## Problem description
The answer should hold only the lines from the beginning of the listing below to the line containing "function fillPath(path, color)", both included, with every picture left out.

============

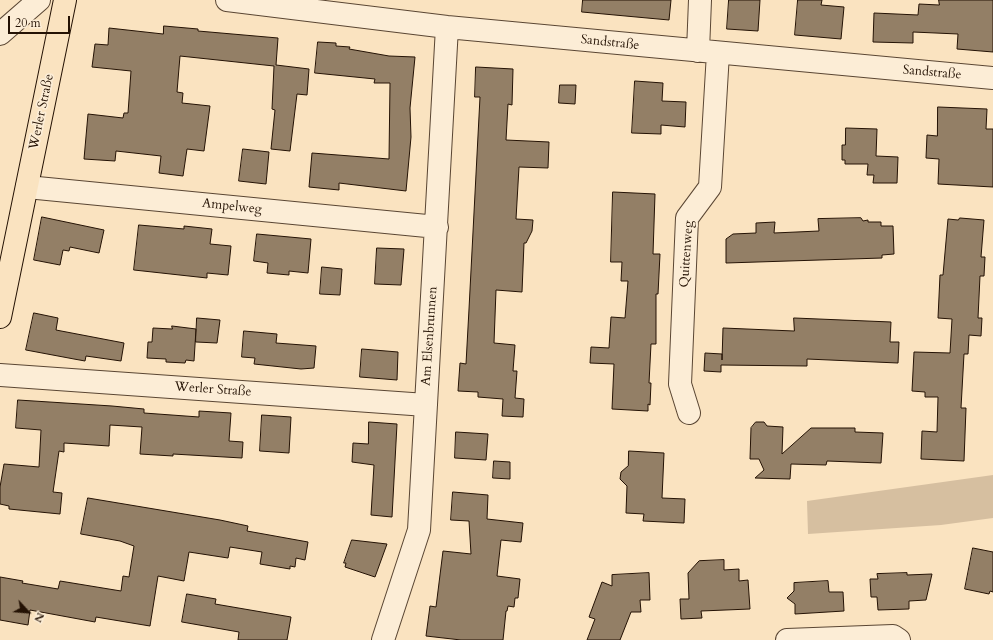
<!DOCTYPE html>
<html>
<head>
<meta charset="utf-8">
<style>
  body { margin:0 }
  #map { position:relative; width:993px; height:640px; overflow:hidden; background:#fae3c0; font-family:Cardo,serif }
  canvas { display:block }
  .north { position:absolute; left:8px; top:592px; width:40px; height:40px; -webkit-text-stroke:3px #fcedd6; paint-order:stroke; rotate:116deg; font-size:11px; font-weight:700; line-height:16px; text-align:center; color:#241204 }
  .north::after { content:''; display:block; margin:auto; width:14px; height:18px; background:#241204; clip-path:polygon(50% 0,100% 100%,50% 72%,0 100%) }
  .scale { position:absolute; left:8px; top:16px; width:62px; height:18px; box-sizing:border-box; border:2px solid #241204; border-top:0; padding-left:5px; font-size:12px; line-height:14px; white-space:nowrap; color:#241204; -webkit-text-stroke:3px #fcedd6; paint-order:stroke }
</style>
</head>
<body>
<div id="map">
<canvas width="993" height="640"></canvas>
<div class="north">N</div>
<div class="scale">20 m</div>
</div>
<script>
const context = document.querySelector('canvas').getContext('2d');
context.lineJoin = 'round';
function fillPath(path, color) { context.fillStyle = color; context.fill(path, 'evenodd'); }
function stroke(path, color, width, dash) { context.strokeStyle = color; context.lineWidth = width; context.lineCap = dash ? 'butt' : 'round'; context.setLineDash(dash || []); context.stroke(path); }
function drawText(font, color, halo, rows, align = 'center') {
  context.font = font + ' Cardo,serif'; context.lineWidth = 3.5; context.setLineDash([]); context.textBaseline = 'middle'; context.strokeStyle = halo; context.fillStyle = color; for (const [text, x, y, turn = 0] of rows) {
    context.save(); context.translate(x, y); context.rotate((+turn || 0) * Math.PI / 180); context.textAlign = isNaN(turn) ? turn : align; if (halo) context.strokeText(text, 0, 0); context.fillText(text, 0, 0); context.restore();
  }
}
fillPath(new Path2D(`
  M993 475V518L941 525 808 534 807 501Z`), '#d6bfa0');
const building = new Path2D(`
  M583 0H671L669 20 582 12Z
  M729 0H760L758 31 727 29Z
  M798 0H822L821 5 844 7 841 39 795 35Z
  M939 0H993V52L957 49 958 34 913 32V43L873 42 874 13 918 15 919 4 939 5Z
  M164 26 198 29V31L278 38 276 65 309 69 307 95 297 94 290 151 271 149 275 110 272 109 274 66 180 56 177 92 183 93 182 103 210 106 204 151 187 149 183 176 159 173 161 156 116 151 115 161 84 159 88 114 123 118 124 113H128L131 71 92 67 95 44 108 45 109 28 163 34Z
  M318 42 336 43V46L350 47 349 49 389 56 415 57 410 108 411 137 406 191 339 183V190L309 187 312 153 389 159 390 83H374L375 79 315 73Z
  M476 67 513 69 512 105 508 104 506 140 549 142 548 168 519 167 516 219 533 220 532 231 526 243H524L522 292 496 290 494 343 515 345 513 371H517L515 398 524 399 523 417 502 416 503 399 478 397V392L458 391 460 363 466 364 469 309 480 97H475Z
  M635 81 663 83 662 101 686 102 685 127 661 125V134L632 133Z
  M560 85H576L575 104 559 103Z
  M938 107 987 109 986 129H993V187L938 184 939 159 926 158 927 135 937 136Z
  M846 128 877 129 876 156 898 157 897 183H873L874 175H867L868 164H845V160H842V145H845Z
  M243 149 269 152 266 184 239 181Z
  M613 192 655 194 653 254H660L658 294H656V344H651L649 383H651L650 405 648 404V411L612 409 614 364 590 363 591 347 609 348 611 317 625 318 628 281H621L622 262H611Z
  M42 217 104 230 99 253 70 247 69 251 63 250 60 265 34 260Z
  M861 218 863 221 868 220V222H881V226H893L894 254 882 255V258L726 263V239L733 234 756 233V223L775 222 774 233 819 231 818 219Z
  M960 218 984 220 981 257H985L984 276H980L978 318H982L981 336 969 335 968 354H964L961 408H966L964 461 921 459 922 431 937 432 938 397H925V392L912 391 914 352 950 353 952 319 938 318 940 275H943L948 219 958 220Z
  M139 225 184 229V226L212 229 210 244 231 246 228 275 207 273V278L134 270Z
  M257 234 311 239 308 273 289 271V275L267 273 268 263 254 261Z
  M377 248 404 249 401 285 375 284Z
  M322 267 342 269 340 295 320 294Z
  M34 313 58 318 56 330 124 343 121 361 86 356 85 361 74 359 26 350Z
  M197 318 220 320 217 343 196 342Z
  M794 318 891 322 890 342H899L898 363 807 359V366L721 365V372L704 371 705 353 722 354V360L723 328 794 331Z
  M172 326 196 329 194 361 186 360 185 363 166 362V359L147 358 148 342H152L153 328 172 329Z
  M244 331 277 334 276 343 316 346 314 368 301 369 254 364 255 358 242 357Z
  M362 349 398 352 397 380 360 377Z
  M18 400 112 406 144 409V413L199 417V411L231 413 229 441 243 442 242 458 173 454V456L140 454 142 427 110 425 109 446 64 443V452L59 451 53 492 62 493 60 514 9 509V506L0 504V487L4 464 39 467 41 430 16 428Z
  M262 415 291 417 289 453 260 451Z
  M369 422 397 424 392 517 371 515 374 465 352 462 353 443 368 444Z
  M756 422H764L767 426 783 427 782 454 811 428H855V432L883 433 881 463 827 461 826 465 791 464 790 479 755 478 764 470 759 459H750L751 428Z
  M456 432 488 434 486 460 455 458Z
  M629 451 664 453 662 498 685 499 684 523 643 521 644 514 626 513 627 486 620 479 621 472 628 466Z
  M494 461 510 462V479L493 478Z
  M453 492 488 495 487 519 523 523 521 542 501 540 497 576 520 579 518 598H515L514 607 508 606 507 611H506L503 640H461L426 636 430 606 436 607 443 551 471 554 469 521 451 520Z
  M88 498 220 520 248 526 247 531 308 542 305 560 296 558 295 567 290 566V569L260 564 262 552 230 547 228 558 189 552 184 581 158 576 150 626 96 617 95 622 30 610 28 625 0 620V577L23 581 22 583 58 589 60 581 121 591 123 576 129 577 134 546 120 541 81 534Z
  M352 540 387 544 375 577 345 567 346 563H344Z
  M973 548 993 552V592L990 591 989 594 965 589Z
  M724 560V570L739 569V581L748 580 750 609 701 611 702 618 681 619 680 599H689L688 573 699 561Z
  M649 573 650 600H640L641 612H631L620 640H587L595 619 589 617 602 582 612 586V575Z
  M907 573V575L932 574 926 600 909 601V609L878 610 877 597H871L870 579H878L877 574Z
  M828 581 829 592H843L844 611 795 614V604L787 598 794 591V583Z
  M187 594 216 599 215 604 291 617 287 640H238L239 632 182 622Z`);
fillPath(building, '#937f66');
stroke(building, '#241204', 1);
const minor = new Path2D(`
  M227 0 447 27 993 78
  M0 34 39 0
  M698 51 700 0
  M27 187 437 227
  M0 375 426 405
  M689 413 680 384 687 218 710 187 718 53
  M383 640 419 530 447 27
  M787 640 893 636 899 640`);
const major = new Path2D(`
  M0 317 65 0`);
stroke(minor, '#5a4633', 24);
stroke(major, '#241204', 24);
stroke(minor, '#fcedd6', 22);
stroke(major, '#fae3c0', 22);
drawText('13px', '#241204', '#fcedd6', [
  ["Sandstraße",610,43,6],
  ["Sandstraße",932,73,5],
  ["Werler Straße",42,112,-78],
  ["Ampelweg",232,207,6],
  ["Quittenweg",687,254,-86],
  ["Am Elsenbrunnen",430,336,-86],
  ["Werler Straße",213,390,4]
]);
</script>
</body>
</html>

============

## Solution
<!DOCTYPE html>
<html>
<head>
<meta charset="utf-8">
<style>
  body { margin:0 }
  #map { position:relative; width:993px; height:640px; overflow:hidden; background:#fae3c0; font-family:Cardo,serif }
  canvas { display:block }
  .north { position:absolute; left:8px; top:592px; width:40px; height:40px; -webkit-text-stroke:3px #fcedd6; paint-order:stroke; rotate:116deg; font-size:11px; font-weight:700; line-height:16px; text-align:center; color:#241204 }
  .north::after { content:''; display:block; margin:auto; width:14px; height:18px; background:#241204; clip-path:polygon(50% 0,100% 100%,50% 72%,0 100%) }
  .scale { position:absolute; left:8px; top:16px; width:62px; height:18px; box-sizing:border-box; border:2px solid #241204; border-top:0; padding-left:5px; font-size:12px; line-height:14px; white-space:nowrap; color:#241204; -webkit-text-stroke:3px #fcedd6; paint-order:stroke }
</style>
</head>
<body>
<div id="map">
<canvas width="993" height="640"></canvas>
<div class="north">N</div>
<div class="scale">20 m</div>
</div>
<script>
const context = document.querySelector('canvas').getContext('2d');
context.lineJoin = 'round';
function fillPath(path, color) { context.fillStyle = color; context.fill(path, 'evenodd'); }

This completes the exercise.